# What to work on
The word "Patnam" may appear in some of the lines below. State how many lines contain it, and write only that number.

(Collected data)
════════

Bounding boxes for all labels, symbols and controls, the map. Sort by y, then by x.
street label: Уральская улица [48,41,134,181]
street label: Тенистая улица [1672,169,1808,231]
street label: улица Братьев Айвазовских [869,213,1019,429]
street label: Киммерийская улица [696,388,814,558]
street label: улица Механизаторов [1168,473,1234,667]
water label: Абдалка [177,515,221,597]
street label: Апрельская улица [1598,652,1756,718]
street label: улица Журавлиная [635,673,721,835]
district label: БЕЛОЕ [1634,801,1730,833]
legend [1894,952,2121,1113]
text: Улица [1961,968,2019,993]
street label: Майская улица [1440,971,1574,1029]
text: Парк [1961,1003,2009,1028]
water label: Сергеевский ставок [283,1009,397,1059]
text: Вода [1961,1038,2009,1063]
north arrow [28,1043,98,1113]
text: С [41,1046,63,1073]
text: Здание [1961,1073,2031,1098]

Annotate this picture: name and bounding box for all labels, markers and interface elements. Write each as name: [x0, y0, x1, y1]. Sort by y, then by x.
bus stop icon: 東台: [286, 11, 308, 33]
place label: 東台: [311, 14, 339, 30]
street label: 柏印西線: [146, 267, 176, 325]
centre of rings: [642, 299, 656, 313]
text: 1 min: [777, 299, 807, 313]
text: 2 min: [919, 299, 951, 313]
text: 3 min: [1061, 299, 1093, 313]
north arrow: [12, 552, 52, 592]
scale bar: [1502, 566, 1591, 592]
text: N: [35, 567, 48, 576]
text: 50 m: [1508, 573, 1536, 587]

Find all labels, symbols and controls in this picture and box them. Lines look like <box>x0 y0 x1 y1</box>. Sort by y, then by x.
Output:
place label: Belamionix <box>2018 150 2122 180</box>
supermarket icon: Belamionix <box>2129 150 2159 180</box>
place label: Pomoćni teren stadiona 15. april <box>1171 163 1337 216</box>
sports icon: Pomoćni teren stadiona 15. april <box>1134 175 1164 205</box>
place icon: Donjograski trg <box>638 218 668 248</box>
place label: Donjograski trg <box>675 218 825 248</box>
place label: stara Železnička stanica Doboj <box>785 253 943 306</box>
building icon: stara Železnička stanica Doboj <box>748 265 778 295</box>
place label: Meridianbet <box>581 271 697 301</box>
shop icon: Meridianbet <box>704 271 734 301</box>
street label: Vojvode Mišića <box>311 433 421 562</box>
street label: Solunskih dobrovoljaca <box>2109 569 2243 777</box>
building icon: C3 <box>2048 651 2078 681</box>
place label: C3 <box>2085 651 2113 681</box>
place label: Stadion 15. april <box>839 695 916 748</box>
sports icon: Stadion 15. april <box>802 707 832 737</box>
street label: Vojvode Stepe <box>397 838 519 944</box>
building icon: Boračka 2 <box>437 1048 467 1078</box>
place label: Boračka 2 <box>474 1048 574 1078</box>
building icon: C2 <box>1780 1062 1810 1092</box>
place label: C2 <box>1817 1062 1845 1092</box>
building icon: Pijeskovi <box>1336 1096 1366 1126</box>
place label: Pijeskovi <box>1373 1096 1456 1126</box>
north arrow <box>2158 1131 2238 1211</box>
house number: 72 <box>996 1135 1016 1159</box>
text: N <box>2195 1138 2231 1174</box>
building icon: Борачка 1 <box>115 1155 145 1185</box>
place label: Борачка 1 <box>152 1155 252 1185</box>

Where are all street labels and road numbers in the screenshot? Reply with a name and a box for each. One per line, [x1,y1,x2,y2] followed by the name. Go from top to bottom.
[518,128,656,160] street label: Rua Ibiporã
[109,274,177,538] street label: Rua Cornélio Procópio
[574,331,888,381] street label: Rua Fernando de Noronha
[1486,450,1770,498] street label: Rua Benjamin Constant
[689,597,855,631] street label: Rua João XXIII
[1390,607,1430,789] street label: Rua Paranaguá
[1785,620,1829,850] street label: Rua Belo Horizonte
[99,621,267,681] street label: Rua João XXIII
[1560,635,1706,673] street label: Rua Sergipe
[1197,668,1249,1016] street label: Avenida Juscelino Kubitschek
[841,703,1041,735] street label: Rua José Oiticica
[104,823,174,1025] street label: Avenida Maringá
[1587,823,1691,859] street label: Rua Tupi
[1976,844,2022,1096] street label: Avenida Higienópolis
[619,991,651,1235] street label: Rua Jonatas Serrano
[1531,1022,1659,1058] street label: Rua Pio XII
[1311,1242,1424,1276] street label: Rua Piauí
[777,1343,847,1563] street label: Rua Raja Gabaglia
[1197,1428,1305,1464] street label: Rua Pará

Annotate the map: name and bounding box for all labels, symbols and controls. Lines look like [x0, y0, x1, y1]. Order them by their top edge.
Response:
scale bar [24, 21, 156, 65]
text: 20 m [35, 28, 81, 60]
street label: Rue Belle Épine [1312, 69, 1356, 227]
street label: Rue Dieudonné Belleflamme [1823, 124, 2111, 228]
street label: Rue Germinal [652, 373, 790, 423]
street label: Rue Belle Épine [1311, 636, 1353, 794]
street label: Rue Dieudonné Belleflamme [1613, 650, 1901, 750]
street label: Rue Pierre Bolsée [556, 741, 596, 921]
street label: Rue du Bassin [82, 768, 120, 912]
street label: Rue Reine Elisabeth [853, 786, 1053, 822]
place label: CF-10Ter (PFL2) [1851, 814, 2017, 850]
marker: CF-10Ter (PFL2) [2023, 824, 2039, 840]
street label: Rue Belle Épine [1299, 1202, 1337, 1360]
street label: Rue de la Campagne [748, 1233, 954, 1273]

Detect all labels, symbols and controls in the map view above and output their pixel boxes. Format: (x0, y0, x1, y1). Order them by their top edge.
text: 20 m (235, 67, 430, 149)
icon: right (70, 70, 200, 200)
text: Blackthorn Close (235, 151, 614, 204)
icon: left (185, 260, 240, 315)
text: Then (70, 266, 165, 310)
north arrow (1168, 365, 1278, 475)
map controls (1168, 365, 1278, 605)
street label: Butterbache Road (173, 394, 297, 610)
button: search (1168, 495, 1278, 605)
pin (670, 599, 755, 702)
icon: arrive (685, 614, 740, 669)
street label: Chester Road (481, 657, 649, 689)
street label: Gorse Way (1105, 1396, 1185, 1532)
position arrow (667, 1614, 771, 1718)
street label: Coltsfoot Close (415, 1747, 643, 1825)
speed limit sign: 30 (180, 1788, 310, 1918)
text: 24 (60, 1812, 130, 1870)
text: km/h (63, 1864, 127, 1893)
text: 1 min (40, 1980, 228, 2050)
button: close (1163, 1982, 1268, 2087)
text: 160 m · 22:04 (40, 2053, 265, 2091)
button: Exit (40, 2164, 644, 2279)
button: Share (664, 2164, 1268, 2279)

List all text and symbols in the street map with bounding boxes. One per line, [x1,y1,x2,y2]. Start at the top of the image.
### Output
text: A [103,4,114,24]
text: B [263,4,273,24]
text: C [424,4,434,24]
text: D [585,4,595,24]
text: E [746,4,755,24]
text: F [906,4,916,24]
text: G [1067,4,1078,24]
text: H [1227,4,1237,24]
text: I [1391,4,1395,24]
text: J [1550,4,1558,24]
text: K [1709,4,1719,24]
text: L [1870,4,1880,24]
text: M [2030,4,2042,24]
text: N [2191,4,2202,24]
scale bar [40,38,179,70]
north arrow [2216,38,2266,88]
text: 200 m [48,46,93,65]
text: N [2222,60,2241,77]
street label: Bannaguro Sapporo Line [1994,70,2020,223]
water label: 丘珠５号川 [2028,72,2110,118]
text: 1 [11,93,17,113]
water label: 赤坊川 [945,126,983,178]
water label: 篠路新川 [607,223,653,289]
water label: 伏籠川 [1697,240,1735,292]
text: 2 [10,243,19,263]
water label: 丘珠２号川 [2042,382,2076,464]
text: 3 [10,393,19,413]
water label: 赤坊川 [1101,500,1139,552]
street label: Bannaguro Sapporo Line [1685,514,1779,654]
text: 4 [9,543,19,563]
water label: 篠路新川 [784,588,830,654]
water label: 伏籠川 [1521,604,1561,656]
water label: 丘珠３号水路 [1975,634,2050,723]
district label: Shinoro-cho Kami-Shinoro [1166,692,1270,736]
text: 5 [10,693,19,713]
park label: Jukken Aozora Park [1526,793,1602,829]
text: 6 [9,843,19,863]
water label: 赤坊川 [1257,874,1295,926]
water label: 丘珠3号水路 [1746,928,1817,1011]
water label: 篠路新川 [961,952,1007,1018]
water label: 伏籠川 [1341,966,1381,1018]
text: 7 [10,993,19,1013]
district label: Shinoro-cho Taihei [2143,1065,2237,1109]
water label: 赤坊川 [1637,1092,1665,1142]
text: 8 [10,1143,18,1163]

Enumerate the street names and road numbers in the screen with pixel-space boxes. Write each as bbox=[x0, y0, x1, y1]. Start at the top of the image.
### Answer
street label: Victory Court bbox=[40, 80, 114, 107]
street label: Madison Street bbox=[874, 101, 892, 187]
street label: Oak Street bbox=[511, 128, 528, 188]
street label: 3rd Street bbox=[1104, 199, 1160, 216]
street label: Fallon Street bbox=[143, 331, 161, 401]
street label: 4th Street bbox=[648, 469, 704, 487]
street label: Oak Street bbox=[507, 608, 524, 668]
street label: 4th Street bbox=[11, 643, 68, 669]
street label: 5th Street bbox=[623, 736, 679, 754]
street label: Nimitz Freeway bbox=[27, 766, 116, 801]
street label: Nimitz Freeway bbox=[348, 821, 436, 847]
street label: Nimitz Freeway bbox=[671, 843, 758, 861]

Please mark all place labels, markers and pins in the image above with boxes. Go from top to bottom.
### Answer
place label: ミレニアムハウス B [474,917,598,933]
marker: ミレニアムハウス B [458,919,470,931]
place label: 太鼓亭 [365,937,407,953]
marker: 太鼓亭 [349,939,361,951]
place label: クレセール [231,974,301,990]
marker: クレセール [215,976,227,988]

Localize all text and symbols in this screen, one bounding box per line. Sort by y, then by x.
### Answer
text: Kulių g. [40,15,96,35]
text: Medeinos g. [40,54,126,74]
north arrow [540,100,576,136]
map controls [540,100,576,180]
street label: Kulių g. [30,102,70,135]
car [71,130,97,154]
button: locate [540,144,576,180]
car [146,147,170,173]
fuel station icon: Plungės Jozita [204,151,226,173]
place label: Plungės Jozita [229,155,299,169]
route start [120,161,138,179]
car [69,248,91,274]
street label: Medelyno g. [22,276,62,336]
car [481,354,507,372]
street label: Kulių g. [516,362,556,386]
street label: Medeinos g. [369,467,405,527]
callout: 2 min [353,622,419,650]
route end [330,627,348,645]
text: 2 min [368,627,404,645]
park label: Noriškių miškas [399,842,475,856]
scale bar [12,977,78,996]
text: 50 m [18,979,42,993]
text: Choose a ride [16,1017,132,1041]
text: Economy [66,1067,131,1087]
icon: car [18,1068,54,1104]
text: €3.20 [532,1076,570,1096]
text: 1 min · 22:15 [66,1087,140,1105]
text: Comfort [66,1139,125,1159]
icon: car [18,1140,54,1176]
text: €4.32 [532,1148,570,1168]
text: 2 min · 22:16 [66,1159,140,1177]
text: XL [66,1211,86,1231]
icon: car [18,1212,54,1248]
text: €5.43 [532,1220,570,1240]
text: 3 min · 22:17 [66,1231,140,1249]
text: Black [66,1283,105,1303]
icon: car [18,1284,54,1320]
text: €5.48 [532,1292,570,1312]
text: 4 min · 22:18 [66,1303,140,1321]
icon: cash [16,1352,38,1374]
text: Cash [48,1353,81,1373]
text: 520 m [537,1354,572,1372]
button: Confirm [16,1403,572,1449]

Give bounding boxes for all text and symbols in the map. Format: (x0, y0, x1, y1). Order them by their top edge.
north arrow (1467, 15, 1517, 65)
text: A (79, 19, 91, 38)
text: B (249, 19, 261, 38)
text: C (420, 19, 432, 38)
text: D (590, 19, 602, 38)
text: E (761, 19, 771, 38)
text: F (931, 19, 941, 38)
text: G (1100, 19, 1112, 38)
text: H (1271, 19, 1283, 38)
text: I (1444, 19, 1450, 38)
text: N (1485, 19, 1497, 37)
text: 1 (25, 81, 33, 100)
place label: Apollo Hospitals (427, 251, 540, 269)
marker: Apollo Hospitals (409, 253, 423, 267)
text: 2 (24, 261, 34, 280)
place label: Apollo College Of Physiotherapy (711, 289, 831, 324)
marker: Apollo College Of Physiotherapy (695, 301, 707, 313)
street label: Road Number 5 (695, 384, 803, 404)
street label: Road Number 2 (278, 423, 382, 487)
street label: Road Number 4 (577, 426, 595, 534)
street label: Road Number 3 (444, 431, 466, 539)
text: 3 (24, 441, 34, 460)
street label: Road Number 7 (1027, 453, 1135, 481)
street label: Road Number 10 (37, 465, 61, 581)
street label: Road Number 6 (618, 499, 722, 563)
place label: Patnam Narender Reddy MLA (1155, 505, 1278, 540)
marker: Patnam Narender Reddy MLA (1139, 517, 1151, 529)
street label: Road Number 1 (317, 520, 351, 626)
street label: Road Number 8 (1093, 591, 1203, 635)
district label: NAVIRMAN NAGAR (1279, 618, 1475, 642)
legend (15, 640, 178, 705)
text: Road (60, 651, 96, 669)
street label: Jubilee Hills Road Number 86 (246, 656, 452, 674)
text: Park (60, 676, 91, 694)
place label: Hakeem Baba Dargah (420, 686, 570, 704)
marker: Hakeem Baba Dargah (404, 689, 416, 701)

════════

# Answer for this exercise
2